多层感知器74的输入为总特征73,输出为客观先验评价结果。多层感知器74用于对总特征73进行识别和分类,提取出其中有用的信息,并得出客观先验特征评价结果。
综上,通过客观先验评价结果可以得到隐式的客观体验结果,例如,账号权威度对文章内容的影响、文章中修辞手法的运用对文章内容的影响等。这些影响是难以被注意到,但又实际存在的。客观先验评价结果可以将这些隐式的客观体验结果具象化,方便得出合理的评 价结果。
步骤407:提取至少两个维度的特征信息中的文章词向量。
可选地,由预先训练完成的神经网络模型提取至少两个维度的特征信息中的文章词向量。
步骤408:将文章词向量输入到文本子网络中,获得文章内容的文本评价结果。
图8示出了本申请一个示例性实施例示出的文本子网络的示例性结构图。该文本子网络包括了transformer编码器81、transformer编码器82和多层感知器层84。
transformer编码器81的输入为文章词向量W1至Wn(n表示句子中词语的最大个数),输出为文章句向量S1至SL(L表示文章内容中句子的最大个数)。transformer编码器会将输入的n个文章词向量进行组合输出L个文章句向量。
transformer编码器82的输入是文章句向量S1至SL,输出为文本特征向量83,其中,文本特征向量H表示是文章内容中全部的文字对应的特征向量。transformer编码器会将输入的L个文章句向量进行组合输出文本特征向量83。
多层感知器层84的输入为文本特征向量83,输出为文本评价结果。多层感知器层84用于对输入的文本特征向量进行识别和分类,提取出其中有用的信息,并得出文本评价结果。
综上,文本评价结果是对文本的具体评价,由于输入的特征均与文本高度关联,故可以得到对文章内容中的文本的最为准确的评价结果,使得最终的评价结果在文本方面更为准确。
步骤409:提取至少两个维度的特征信息中的文本-多媒体特征向量。
文本-多媒体特征向量包括文本-图像特征向量、文本-视频特征向量和文本-音频特征向量中的至少一种。其中,文本-图像特征向量包括文本特征向量和图像特征向量,文本-视频特征向量包括文本特征向量和视频特征向量,文本-音频特征向量包括文本特征向量和音频特征向量。

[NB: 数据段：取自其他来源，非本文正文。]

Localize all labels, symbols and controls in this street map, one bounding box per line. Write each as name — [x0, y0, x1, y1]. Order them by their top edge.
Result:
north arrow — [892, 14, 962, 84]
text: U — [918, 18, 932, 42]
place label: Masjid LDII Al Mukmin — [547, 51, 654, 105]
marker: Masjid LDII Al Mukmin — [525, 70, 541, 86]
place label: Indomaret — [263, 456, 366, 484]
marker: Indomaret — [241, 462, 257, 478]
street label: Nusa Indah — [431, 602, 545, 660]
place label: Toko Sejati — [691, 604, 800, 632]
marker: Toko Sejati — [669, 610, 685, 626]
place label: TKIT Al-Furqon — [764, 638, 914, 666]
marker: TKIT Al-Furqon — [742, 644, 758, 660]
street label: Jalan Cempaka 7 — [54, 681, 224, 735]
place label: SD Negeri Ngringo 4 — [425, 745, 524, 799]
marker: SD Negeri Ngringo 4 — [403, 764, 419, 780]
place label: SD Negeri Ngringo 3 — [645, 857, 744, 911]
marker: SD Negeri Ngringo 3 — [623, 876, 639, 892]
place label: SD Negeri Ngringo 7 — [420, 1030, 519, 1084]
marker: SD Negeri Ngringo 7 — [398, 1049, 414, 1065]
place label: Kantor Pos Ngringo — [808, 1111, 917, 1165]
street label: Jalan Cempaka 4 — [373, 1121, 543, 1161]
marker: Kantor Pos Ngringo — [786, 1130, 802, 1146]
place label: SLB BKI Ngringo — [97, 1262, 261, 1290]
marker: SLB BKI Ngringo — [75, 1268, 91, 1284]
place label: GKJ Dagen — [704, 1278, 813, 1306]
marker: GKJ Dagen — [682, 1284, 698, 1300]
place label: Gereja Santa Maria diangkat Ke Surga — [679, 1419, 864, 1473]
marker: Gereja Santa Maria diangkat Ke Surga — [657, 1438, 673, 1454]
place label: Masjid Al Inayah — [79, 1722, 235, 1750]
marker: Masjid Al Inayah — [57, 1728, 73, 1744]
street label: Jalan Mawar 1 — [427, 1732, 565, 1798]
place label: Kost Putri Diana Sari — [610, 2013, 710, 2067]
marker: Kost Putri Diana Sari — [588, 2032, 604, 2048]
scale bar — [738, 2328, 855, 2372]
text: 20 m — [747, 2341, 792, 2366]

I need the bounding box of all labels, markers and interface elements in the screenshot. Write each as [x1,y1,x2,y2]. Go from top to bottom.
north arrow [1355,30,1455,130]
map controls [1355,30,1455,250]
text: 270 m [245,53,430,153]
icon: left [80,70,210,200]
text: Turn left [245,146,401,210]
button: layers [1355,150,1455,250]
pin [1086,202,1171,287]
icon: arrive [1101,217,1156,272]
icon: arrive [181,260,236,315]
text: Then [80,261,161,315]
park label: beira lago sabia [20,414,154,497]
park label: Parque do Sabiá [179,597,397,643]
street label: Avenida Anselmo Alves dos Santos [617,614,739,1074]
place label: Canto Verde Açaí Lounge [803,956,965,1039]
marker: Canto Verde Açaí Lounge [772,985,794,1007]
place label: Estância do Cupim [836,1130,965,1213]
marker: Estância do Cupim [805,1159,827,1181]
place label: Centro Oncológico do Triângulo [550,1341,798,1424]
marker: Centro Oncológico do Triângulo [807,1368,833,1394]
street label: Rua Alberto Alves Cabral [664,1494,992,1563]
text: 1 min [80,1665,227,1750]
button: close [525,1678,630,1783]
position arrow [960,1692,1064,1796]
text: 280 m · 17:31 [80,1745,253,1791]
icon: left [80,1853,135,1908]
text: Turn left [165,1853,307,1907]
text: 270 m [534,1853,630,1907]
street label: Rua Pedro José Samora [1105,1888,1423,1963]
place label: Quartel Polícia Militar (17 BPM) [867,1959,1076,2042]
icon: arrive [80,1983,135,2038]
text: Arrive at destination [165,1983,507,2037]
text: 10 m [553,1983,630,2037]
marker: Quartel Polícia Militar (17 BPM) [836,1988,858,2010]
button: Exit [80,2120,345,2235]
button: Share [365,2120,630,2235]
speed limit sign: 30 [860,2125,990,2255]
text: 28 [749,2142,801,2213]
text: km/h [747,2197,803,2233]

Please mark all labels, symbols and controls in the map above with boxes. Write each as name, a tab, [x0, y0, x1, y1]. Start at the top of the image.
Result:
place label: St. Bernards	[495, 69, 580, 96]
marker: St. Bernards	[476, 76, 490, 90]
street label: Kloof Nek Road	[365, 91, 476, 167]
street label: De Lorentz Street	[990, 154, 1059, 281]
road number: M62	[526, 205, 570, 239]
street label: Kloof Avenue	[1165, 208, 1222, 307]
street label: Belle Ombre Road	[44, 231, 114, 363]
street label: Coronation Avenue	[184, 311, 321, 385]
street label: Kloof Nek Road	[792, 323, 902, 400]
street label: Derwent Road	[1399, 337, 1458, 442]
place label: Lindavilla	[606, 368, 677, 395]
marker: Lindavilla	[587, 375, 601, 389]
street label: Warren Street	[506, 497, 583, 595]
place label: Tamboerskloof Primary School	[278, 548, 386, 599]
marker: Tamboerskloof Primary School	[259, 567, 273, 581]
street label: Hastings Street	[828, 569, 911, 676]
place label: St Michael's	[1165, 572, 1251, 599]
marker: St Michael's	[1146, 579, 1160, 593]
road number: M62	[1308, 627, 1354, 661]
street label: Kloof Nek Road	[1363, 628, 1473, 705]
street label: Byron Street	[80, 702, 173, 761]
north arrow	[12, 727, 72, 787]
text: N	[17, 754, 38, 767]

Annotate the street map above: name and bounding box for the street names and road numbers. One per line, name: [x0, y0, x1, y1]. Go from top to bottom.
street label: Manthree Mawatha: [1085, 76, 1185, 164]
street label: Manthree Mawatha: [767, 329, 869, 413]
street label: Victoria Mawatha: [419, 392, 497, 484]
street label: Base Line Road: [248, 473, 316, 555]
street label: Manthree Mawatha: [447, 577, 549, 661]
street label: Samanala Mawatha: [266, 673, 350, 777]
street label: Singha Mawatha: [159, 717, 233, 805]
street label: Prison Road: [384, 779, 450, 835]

步骤410:将文本-多媒体特征向输入到排版子网络中,获得文章内容的排版评价结果。
图9示出了本申请一个示例性实施例示出的排版子网络的示例性结构图。该排版子网络包括:长短期记忆神经网络91、注意力融合层92、CNN93和多层感知层95。
长短期记忆神经网络91和注意力融合层92共同作用。长短期记忆神经网络91的输入为交错排列的图像特征向量和文本特征向量V1至VL,注意力融合层92的输入为上述融合了图像信息和文本特征向量的排版特征,输出为融合了图像信息的文本特征向量的排版特征。
CNN93的输入为交错排列的图像特征向量和文本特征向量V1至VL,输出为融合了文本信息的图像向量的排版特征。注意力融合层92的输出和CNN93的输出构成排版特征94。
多层感知器层95的输入为排版特征94,输出为排版评价结果。多层感知器层95用于对输入的排版特征进行识别和分类,提取出其中有用的信息,并得出排版评价结果。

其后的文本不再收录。